Goal of the exercise: Collect each line of the entries that holds the string "align".

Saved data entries
***

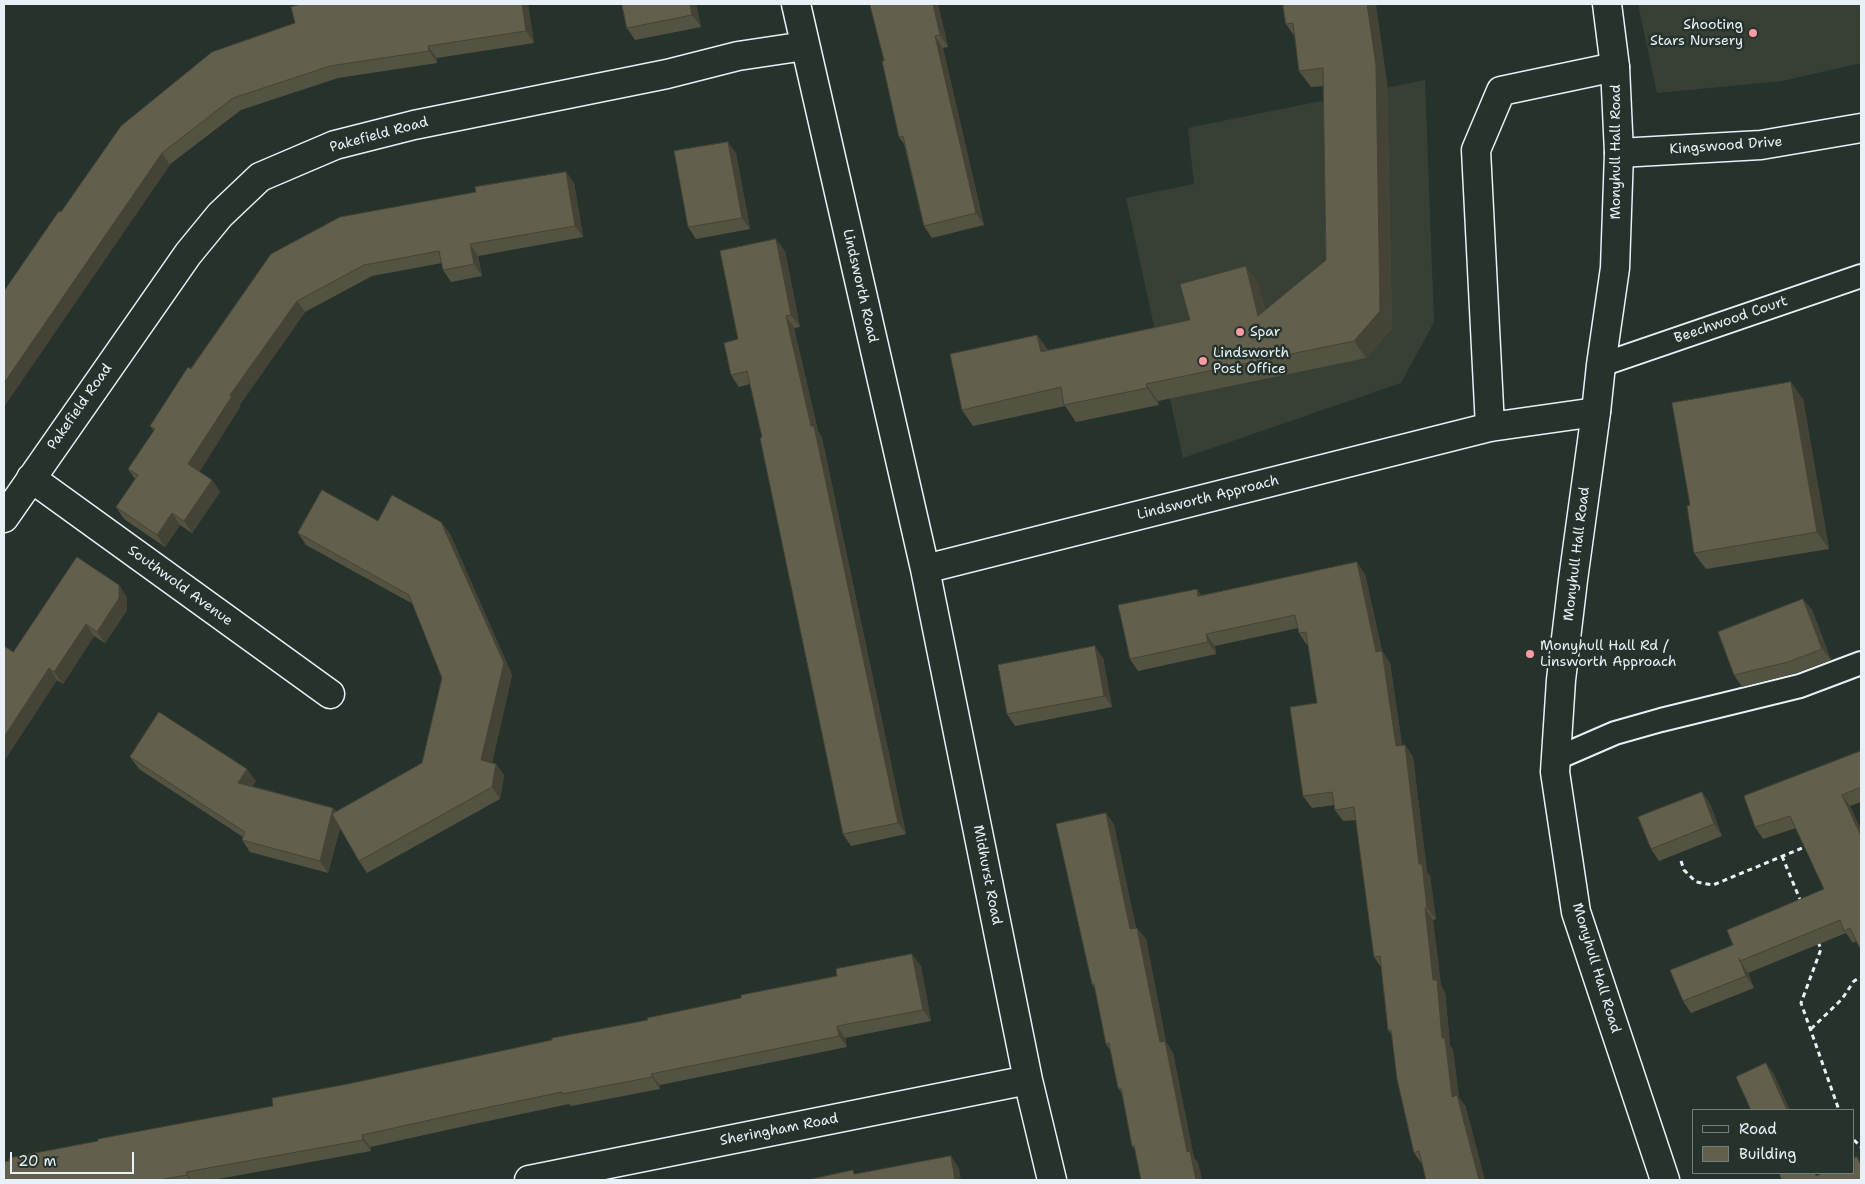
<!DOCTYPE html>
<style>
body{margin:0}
#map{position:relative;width:1865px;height:1184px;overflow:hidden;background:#26332d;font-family:"Shantell Sans",sans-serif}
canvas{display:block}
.frame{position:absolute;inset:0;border:5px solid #e8f1f8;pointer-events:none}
.legend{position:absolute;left:1692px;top:1109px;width:162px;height:65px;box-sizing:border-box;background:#26332d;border:1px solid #747f7e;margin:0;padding:6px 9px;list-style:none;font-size:15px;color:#e8f1f8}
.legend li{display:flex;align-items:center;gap:10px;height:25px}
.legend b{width:25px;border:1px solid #747f7e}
.scale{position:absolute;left:10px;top:1152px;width:124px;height:22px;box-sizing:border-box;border:2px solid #e8f1f8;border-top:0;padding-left:6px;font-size:15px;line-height:18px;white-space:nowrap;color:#e8f1f8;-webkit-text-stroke:4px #26332d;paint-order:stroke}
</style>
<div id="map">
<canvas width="1865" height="1184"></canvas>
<div class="frame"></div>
<ul class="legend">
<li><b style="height:6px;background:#26332d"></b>Road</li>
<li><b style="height:14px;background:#62604c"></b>Building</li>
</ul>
<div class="scale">20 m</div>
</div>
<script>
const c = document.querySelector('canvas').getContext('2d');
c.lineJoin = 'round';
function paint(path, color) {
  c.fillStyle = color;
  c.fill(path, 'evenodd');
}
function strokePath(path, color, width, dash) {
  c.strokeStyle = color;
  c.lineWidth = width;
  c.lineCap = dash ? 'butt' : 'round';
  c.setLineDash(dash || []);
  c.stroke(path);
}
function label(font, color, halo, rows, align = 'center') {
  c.font = font + ' "Shantell Sans",sans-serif';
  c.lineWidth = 5;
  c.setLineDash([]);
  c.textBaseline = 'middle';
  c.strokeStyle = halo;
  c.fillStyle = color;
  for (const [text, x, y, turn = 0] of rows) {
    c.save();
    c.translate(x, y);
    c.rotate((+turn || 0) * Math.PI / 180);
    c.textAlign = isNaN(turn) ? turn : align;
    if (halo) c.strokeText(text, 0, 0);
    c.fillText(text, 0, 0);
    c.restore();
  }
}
const built = new Path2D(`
 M1638,4H1861V63L1782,81L1657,93Z
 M1425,80L1434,322L1401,383L1183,458L1126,198L1194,184L1188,128Z`);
const path = new Path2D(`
 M1782,856L1801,902
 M1681,861L1684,870L1696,882L1713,885L1807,846
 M1818,942L1821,949L1801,1003L1839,1110
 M1811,1029L1842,999L1854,981L1861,977
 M1854,1140L1861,1147`);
const service = new Path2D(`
 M1601,365L1861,276
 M1555,759L1615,733L1661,720L1800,686L1861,663`);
const minor = new Path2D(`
 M796,4L925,569L1028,1080L1052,1180
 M1619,153L1761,145L1861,128
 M1490,427L1476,150L1501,91L1615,67
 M31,478L330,694
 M4,518L188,254L220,215L260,177L335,145L414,125L667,74L738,56L805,46
 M925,569L1490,427L1596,412
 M529,1180L1028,1080`);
const tertiary = new Path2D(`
 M1607,4L1615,67L1619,153L1615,268L1601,365L1596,412L1573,580L1561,680L1555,772L1576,912L1665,1180`);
const wall = new Path2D(`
 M302,4H528L534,43L437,58V63L338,78L241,110L4,291L61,212L295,23Z
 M622,4H696L701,27L635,40L627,28Z
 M870,4H938L948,47L943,48L984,225L932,238L924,226L904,144L899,137L884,61Z
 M1283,4L1387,82L1392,328L1366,358L1158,401L1159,405L1076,422L1065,406L973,426L962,410L1037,335L1048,350L1190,320L1258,283L1265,311L1326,260L1324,86L1311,87L1299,71L1295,37L1286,24Z
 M736,153L750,229L696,239L688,227Z
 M566,172L574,183L583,237L478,256L482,276L451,282L443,270L442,263L372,276L305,312L239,406L240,407L199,472L212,480L220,492L192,533L180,525L165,547L124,519L116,507L135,479L128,469L154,431L150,426L271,254L476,192Z
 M785,251L800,327L794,328L818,431L822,438L906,834L851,846L843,834L762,437L750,384L739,387L731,375L738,339Z
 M1803,399L1829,549L1706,569L1694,553L1690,505Z
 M378,521L441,522L450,534L512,675L492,763L496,764L504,775L500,799L367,873L359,861L340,828L328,873L250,852L242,840L243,837L139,769L130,757L256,781L252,786L333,808L336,812L422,763L442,678L413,604L306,545L298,533Z
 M1365,574L1382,651L1390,663L1402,745H1405L1413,757L1427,872L1430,876L1436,919L1433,920L1441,986L1445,992L1450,1045L1453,1050L1459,1098L1466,1107L1422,1164L1414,1153L1392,1035L1388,1030L1381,967L1374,957L1356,820L1343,821L1335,810L1334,805L1312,808L1303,796L1317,703L1308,645H1307L1299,633L1298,628L1215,646L1216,654L1138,671L1130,659L1201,596Z
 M127,597V610L105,643L94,636L63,684L57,680L4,761V646L13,652Z
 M1803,599L1812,610L1831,660L1796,673L1742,687L1734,675Z
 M1103,658L1112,707L1015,726L1007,714Z
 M1861,751V802L1850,806L1861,830V950L1856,941L1853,943L1846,933L1748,973L1754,988L1691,1013L1683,1001L1733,945L1824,889L1796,828L1763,839L1755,827Z
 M1702,792L1710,804L1722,836L1659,861L1651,849Z
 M1106,813L1114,825L1136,928L1146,939L1166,1042L1173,1053L1194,1158L1198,1163L1202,1180H1141L1136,1151L1132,1146L1123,1095L1118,1088L1110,1050L1106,1044L1095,989L1092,984Z
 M921,966L931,1021L845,1038L847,1047L660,1085V1089L571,1106L569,1104L474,1124L370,1147L371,1151L213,1180H4L98,1141L273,1106L348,1084L648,1020Z`);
const shadedWall = new Path2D(`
 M522,4H528L534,43L526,31Z
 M690,4H696L701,27L692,15Z
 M933,4H938L948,47L940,35Z
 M1367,4H1376L1387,82L1392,328L1366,358L1354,341Z
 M935,36L943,48L984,225L976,213Z
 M428,46L437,58V63L429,51Z
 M728,142L736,153L750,229L742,218Z
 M162,153L170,165L4,407V383Z
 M566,172L574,183L583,237L575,226Z
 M776,239L785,251L800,327L791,315Z
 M470,244L478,256L482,276L474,264Z
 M1246,266L1258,283L1270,333L1258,316Z
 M297,301L305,312L239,406L240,407L197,476L188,464L230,395Z
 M786,316L794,328L818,431L822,438L906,834L898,823Z
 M1037,335L1049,352H1041Z
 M1791,382L1803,399L1829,549L1817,532Z
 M1146,384L1158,401L1159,405L1147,388Z
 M212,480L220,492L192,533L184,521Z
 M172,513L180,525L165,547L157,535Z
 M441,522L450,534L512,675L490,772L481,760Z
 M1357,562L1365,574L1382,653V651L1390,663L1404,758L1396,746Z
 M119,585L127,597V610L105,643L97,632Z
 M1197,589L1205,600L1198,596Z
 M1803,599L1812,610L1831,660L1822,649Z
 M86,624L94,636L63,684L54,672Z
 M1206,634L1215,646L1216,654L1208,642Z
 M1095,646L1103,658L1112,707L1104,696Z
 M49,668L57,680L4,761V737Z
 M1405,745L1413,757L1427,872L1430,876L1436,919L1427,908L1419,864Z
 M496,764L504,775L500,799L492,787Z
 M247,769L256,781L247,795L238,783Z
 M1702,792L1710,804L1722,836L1714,824Z
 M1842,795L1850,806L1861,830V836Z
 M333,808L342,820L328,873L320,861Z
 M1106,813L1114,825L1139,941L1130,929Z
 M1425,908L1433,920L1441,986L1445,992L1450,1045L1453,1050L1459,1098L1466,1107L1485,1180H1479L1452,1097L1433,980Z
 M1137,928L1146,939L1166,1042L1173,1053L1194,1158L1198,1163L1202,1180H1196L1187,1152L1160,1042Z
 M912,954L921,966L931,1021L923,1010Z
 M1740,961L1748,973L1754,988L1746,976Z
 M837,1026L845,1038L847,1047L839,1036Z
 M1766,1063L1774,1074L1790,1110H1787Z
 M651,1074L660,1085V1089L652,1077Z
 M362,1135L370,1147L371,1151L363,1140Z
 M951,1156L959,1168L961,1180H955Z
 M186,1172L192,1180H190L187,1175Z`);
const building = new Path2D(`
 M302,4H522L526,31L428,46L429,51L330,66L233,98L162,153L4,383V291L59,211L61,212L121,126L212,52L295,23L291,7Z
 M622,4H690L692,15L627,28Z
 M870,4H933L940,35L935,36L976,213L924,226L903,136L899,137L882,61H884Z
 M1283,4H1367L1376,65L1380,311L1354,341L1146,384L1147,388L1064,405L1061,387L962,410L950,354L1037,335L1041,352L1190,320L1180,284L1246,266L1258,316L1326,260L1323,68L1299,71L1293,23L1286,24Z
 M728,142L742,218L688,227L674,151Z
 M566,172L575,226L470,244L474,264L443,270L439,251L364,265L297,301L230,395L232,396L188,464L212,480L184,521L172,513L157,535L116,507L138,475L128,469L155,429L150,426L188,367L191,369L271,254L340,217L476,192L475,187Z
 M776,239L791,315L786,316L811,426H814L898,823L843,834L760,438L762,437L747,371L731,375L724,343L738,339L720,251Z
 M1791,382L1817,532L1694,553L1687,506L1690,505L1672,403Z
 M322,490L378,521L392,495L441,522L504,663L481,760L496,764L492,787L359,861L332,814L422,763L442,678L409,595L298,533Z
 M77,557L119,585V598L97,632L86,624L54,672L49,668L4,737V646L13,652Z
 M1357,562L1376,652L1382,651L1396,746L1405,745L1419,864H1422L1427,908H1425L1433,980H1437L1442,1038H1445L1452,1097L1457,1095L1479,1180H1426L1419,1151L1414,1153L1397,1079L1391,1030H1388L1380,956L1374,957L1354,807L1335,810L1332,792L1303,796L1290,707L1317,703L1306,632L1299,633L1295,615L1206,634L1208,642L1130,659L1118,605L1197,589L1198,596Z
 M1803,599L1822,649L1788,662L1734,675L1718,632Z
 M1095,646L1104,696L1007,714L998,665Z
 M159,712L247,769L238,783L333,808L320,861L242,840L245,832L130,757Z
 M1861,751V787L1842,795L1861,836V950L1850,928L1844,931L1840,920L1740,961L1739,958L1746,976L1683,1001L1670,970L1733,945L1727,930L1824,889L1790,816L1755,827L1744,796Z
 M1702,792L1714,824L1651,849L1638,817Z
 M1106,813L1130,929L1137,928L1160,1042L1165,1041L1187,1152L1190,1151L1196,1180H1141L1134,1145L1132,1146L1121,1088H1118L1109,1043L1106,1044L1094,984H1092L1056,824Z
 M912,954L923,1010L837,1026L839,1036L651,1074L652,1077L562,1094V1092L466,1112L362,1135L363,1140L186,1172L187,1175L159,1180H4V1162L9,1161V1158L98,1141V1139L273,1106L272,1098L348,1084L552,1040V1038L648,1020L647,1018L741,998V995L837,976L836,969Z
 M1766,1063L1787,1110H1751L1736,1077Z
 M951,1156L955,1180H807L853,1170L854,1174Z
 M1857,1157L1861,1165V1180H1782L1779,1173H1815L1816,1176L1823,1173H1854V1158Z`);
const markers = [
 [1753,33,5,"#ff9aa2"],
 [1240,332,5,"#ff9aa2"],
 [1203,361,5,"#ff9aa2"],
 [1530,654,5,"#ff9aa2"]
];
const poiNames = [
 ["Shooting",1743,25,"right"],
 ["Stars Nursery",1743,41,"right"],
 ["Spar",1250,332],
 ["Lindsworth",1213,353],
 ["Post Office",1213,369],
 ["Monyhull Hall Rd /",1540,646],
 ["Linsworth Approach",1540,662]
];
const streetNames = [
 ["Pakefield Road",379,135,-15],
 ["Kingswood Drive",1726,146,-4],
 ["Monyhull Hall Road",1616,152,-90],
 ["Lindsworth Road",860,286,77],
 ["Beechwood Court",1731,320,-19],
 ["Pakefield Road",80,407,-55],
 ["Lindsworth Approach",1208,498,-14],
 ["Monyhull Hall Road",1577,554,-83],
 ["Southwold Avenue",180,586,36],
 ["Midhurst Road",987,875,79],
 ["Monyhull Hall Road",1596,968,73],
 ["Sheringham Road",779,1130,-11]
];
paint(built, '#384036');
strokePath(service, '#e8f1f8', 26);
strokePath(minor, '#e8f1f8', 31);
strokePath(tertiary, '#e8f1f8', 31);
strokePath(path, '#e8f1f8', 3, [5, 4]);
strokePath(service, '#26332d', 22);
strokePath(minor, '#26332d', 28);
strokePath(tertiary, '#26332d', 28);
paint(wall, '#545341');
paint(shadedWall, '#454335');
paint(building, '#62604c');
strokePath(building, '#454335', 1);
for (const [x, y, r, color] of markers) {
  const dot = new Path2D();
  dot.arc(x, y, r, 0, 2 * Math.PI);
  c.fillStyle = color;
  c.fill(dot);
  strokePath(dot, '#26332d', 2);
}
label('14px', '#e8f1f8', '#26332d', poiNames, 'left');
label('14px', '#e8f1f8', '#26332d', streetNames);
</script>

***

Solution below:
.legend li{display:flex;align-items:center;gap:10px;height:25px}
function label(font, color, halo, rows, align = 'center') {
    c.textAlign = isNaN(turn) ? turn : align;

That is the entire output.